The case of Gerhardt v Brisbane City Council  QPEC 49 concerned an originating application to the Planning and Environment Court made by a private certifier seeking declarations that the proposed use of the subject land for residential purposes did not constitute a material change of use and that no development application for either a development permit for a material change of use or a preliminary approval for building work was required to be made to and approved by the Council.
Despite the historical use of the land also being for residential purposes, the Court observed that the development of the proposed house represented an increase in built form and introduced new impacts.
Accordingly, the Court found that the proposed house constituted a material change of use and would be code assessable under the Council's planning scheme.

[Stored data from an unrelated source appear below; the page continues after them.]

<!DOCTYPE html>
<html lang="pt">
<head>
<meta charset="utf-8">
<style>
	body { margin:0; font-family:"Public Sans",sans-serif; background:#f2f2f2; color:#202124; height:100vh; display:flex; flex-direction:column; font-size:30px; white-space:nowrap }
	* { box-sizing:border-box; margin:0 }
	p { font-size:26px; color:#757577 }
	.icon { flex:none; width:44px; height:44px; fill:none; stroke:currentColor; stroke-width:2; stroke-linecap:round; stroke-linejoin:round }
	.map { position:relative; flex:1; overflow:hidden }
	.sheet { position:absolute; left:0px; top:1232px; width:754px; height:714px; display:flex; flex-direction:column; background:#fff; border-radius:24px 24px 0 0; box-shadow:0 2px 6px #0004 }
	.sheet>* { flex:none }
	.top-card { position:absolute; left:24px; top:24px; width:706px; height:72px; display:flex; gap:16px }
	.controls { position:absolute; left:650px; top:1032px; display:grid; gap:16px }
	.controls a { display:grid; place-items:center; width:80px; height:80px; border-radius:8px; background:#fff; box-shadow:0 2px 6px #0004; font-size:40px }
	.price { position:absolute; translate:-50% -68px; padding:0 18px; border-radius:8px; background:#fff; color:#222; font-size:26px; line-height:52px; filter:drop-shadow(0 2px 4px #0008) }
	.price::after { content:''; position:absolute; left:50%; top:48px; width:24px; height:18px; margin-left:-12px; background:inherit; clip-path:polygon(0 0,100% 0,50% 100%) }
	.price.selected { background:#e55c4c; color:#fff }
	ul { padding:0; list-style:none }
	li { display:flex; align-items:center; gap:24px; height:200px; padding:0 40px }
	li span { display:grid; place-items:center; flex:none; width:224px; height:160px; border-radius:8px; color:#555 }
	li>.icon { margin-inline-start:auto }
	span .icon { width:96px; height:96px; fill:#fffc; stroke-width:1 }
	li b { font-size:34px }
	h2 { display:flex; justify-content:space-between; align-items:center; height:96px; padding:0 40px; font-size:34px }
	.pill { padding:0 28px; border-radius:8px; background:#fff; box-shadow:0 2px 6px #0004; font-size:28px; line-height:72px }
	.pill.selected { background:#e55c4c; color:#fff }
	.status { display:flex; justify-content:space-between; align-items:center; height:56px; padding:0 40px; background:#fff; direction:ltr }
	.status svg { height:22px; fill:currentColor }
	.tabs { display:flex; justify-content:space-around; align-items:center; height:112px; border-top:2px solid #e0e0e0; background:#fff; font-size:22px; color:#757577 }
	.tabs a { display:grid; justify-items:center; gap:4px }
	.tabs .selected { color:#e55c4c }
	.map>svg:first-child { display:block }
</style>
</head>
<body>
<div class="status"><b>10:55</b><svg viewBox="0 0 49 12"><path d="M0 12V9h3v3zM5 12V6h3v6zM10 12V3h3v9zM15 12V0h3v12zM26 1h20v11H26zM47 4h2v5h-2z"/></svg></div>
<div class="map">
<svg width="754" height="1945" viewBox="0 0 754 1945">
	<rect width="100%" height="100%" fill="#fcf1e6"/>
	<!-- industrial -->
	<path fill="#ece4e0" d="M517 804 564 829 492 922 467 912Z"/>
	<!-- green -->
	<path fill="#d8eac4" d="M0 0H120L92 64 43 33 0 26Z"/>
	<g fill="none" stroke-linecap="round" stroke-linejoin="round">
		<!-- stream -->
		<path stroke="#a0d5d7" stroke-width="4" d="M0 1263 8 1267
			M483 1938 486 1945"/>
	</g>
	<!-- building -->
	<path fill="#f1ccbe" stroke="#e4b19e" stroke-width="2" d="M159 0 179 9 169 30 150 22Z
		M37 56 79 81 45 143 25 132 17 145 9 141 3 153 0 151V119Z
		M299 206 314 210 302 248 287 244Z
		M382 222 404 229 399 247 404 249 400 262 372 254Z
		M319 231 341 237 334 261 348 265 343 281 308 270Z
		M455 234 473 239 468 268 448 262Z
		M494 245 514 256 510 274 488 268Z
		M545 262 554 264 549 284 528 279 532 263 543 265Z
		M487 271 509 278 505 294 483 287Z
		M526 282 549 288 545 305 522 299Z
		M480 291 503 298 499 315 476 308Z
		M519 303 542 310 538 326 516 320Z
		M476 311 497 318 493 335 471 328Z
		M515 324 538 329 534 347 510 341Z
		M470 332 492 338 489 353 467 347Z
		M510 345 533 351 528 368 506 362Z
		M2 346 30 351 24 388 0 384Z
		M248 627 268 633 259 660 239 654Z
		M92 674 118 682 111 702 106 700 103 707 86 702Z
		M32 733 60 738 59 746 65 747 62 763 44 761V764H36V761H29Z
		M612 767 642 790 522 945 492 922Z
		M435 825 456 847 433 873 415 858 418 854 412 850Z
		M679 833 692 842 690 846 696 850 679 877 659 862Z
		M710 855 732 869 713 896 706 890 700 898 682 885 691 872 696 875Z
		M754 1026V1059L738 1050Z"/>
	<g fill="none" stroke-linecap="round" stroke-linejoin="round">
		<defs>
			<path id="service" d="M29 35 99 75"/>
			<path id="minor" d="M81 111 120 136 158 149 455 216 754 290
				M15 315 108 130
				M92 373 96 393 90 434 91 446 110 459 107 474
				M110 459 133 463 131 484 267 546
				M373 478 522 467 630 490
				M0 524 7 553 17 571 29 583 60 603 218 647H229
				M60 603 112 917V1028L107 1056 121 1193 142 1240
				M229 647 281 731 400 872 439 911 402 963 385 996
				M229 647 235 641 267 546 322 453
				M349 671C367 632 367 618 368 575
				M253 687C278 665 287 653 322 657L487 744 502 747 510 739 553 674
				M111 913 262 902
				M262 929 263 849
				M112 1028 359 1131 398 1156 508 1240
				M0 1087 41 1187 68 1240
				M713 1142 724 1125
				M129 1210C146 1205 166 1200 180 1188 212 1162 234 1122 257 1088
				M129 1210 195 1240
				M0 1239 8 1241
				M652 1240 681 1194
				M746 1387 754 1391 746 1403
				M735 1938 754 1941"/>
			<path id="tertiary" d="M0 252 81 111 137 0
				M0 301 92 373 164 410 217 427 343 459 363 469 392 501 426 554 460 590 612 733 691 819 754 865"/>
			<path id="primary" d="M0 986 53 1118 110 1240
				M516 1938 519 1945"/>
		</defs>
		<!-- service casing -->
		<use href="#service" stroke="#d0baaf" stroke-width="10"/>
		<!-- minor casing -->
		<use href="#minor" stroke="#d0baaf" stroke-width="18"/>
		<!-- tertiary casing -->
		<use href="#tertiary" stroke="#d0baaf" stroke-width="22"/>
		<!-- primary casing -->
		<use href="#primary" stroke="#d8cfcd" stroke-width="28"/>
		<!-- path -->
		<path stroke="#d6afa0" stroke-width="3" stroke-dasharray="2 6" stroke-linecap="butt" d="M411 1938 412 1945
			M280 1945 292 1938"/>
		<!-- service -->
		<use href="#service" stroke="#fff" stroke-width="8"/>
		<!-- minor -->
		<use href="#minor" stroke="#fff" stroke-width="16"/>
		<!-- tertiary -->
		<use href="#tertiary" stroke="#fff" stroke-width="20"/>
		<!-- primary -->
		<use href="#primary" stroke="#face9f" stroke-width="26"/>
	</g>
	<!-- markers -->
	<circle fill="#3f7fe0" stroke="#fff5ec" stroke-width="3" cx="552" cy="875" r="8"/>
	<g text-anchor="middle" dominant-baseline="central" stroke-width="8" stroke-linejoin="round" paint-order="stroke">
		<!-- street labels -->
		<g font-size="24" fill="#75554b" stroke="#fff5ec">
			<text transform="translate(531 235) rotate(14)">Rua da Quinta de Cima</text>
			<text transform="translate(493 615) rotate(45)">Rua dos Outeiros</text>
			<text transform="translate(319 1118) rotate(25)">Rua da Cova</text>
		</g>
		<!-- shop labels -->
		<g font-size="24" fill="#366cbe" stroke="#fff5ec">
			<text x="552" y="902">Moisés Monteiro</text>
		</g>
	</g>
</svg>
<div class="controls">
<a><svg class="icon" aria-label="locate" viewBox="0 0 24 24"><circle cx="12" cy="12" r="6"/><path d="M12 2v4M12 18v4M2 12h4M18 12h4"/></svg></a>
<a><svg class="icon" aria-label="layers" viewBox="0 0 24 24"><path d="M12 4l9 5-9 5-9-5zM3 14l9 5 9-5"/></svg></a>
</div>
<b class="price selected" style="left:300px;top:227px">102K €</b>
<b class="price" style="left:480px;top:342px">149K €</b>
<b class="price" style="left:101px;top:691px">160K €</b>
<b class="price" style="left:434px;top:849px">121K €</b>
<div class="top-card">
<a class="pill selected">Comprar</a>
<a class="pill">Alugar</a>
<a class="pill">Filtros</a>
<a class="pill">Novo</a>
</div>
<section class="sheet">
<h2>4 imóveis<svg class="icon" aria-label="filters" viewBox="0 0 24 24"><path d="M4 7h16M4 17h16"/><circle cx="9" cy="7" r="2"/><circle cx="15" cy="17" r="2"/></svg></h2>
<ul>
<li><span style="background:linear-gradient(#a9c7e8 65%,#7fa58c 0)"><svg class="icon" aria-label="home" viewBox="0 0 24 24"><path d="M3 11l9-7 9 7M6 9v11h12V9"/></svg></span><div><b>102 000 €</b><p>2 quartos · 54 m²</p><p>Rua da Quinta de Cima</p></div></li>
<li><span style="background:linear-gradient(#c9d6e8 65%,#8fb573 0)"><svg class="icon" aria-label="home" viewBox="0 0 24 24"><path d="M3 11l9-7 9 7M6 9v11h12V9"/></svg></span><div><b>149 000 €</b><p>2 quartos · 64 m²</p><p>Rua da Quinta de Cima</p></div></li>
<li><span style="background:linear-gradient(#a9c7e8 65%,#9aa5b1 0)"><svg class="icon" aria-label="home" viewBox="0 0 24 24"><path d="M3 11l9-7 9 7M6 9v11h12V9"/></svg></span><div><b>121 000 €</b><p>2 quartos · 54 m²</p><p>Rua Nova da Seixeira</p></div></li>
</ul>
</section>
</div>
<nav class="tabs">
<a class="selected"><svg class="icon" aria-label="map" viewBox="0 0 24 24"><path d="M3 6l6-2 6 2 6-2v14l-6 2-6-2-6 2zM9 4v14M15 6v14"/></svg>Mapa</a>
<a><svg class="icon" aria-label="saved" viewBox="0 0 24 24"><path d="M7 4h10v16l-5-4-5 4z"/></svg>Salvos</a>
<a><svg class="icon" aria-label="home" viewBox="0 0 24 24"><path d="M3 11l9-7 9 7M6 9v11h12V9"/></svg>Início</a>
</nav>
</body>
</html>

The Court also found that the building work was code assessable against the Council's planning scheme, but that the type of further approval required to be obtained would be a product of timing. Accordingly, the Court was not satisfied that it would be appropriate to make a declaration about whether a preliminary approval would be required.
A development application for a development permit for building work (residential dwelling) was made to the Applicant, being a private certifier. The Council was a concurrence agency for the development application for design and siting as well as for amenity and aesthetics.
In its concurrence agency response, the Council directed a refusal of the development application based on the amenity and aesthetic impact of the development and advised the Applicant that the proposed development constituted a material change of use.
Court found that changes in built form are relevant to whether there has been a material change of use
The Court examined the definition of material change of use in both the Planning Act 2016 and the Sustainable Planning Act 2009 and noted that the relevant limb of the definition was "whether there had been a material increase in the intensity or scale of the use of the premises" (at ).
In making this determination, the Court acknowledged that the appropriate comparison to be made was between the historical use of the land for residential purposes and the proposed development which was also for residential purposes.
The Applicant contended that there could be no material change of use if the proposed use was the same as the historical use, both being a residential use. It further contended that changes to the built form were an irrelevant consideration.
The Court found however, by reference to existing authority, that the built form associated with the use was a relevant consideration to whether there is a material increase in the intensity or scale of the use.
There was a material increase in the intensity or scale of the use of the premises
The Court examined the differences between the demolished house and the proposed house. It found that the proposed house would have an extra storey, at least one additional bedroom, greater floor area, a contemporary design rather than timber, a large number of additional rooms and facilities including a study, pool, deck, and a cellar, and a number of larger facilities including the kitchen, dining and living areas.
The Court found that the proposed house would result in an increase in the residential built form on the land.
The Court also found that the increase in size of the proposed house would be material as it would be substantially larger in terms of bulk, height and scale and would introduce new impacts which are not "trivial or technical" (at ).
Such impacts included the potential to increase an unacceptable flood risk because of non-compliance with the required minimum non-habitable floor level, conflict with the Waterway corridors overlay code, and visual and character impacts because of non-compliance with the Traditional building character (design) overlay code.
For these reasons, the Court ultimately found that the construction of the proposed house constituted a material change of use.
Court declined to make an order about whether a development application for a preliminary approval was required to be made to the Council
The Applicant also sought declarations that no application for a preliminary approval was required to be made and approved by the Council for the proposed house.
The Court determined that the building work was code assessable against the Council's planning scheme but held that the type of further approval required to be obtained is a matter dependant on when such approval is sought. The Court also found that the question of who is the appropriate assessment manager was not fairly raised in the originating application.
In any event, the Court found that there would be no utility to the declaration sought given that the development application was required to be refused given the Council's concurrence agency response.
Accordingly, the Court was not satisfied that it would be appropriate to make a declaration that a preliminary approval would be required.
Despite the Applicant seeking costs on an indemnity basis, the Court found that the proceedings brought by the Applicant were vexatious for the purposes of section 60(1)(b) of the Planning and Environment Court Act 2016.
The Court highlighted the Applicant's poor articulation of the preliminary approval point, particularly in circumstances where the Applicant had conceded that the development application had to be refused.
In respect of the material change of use point, the Court refused to accept the Applicant's submission that the point raised a matter of public interest in circumstances where the Applicant led no evidence and there was clear existing authority on the matter which was contrary to the Applicant's arguments.
The Court ordered that the Applicant pay the Council's costs on a standard basis.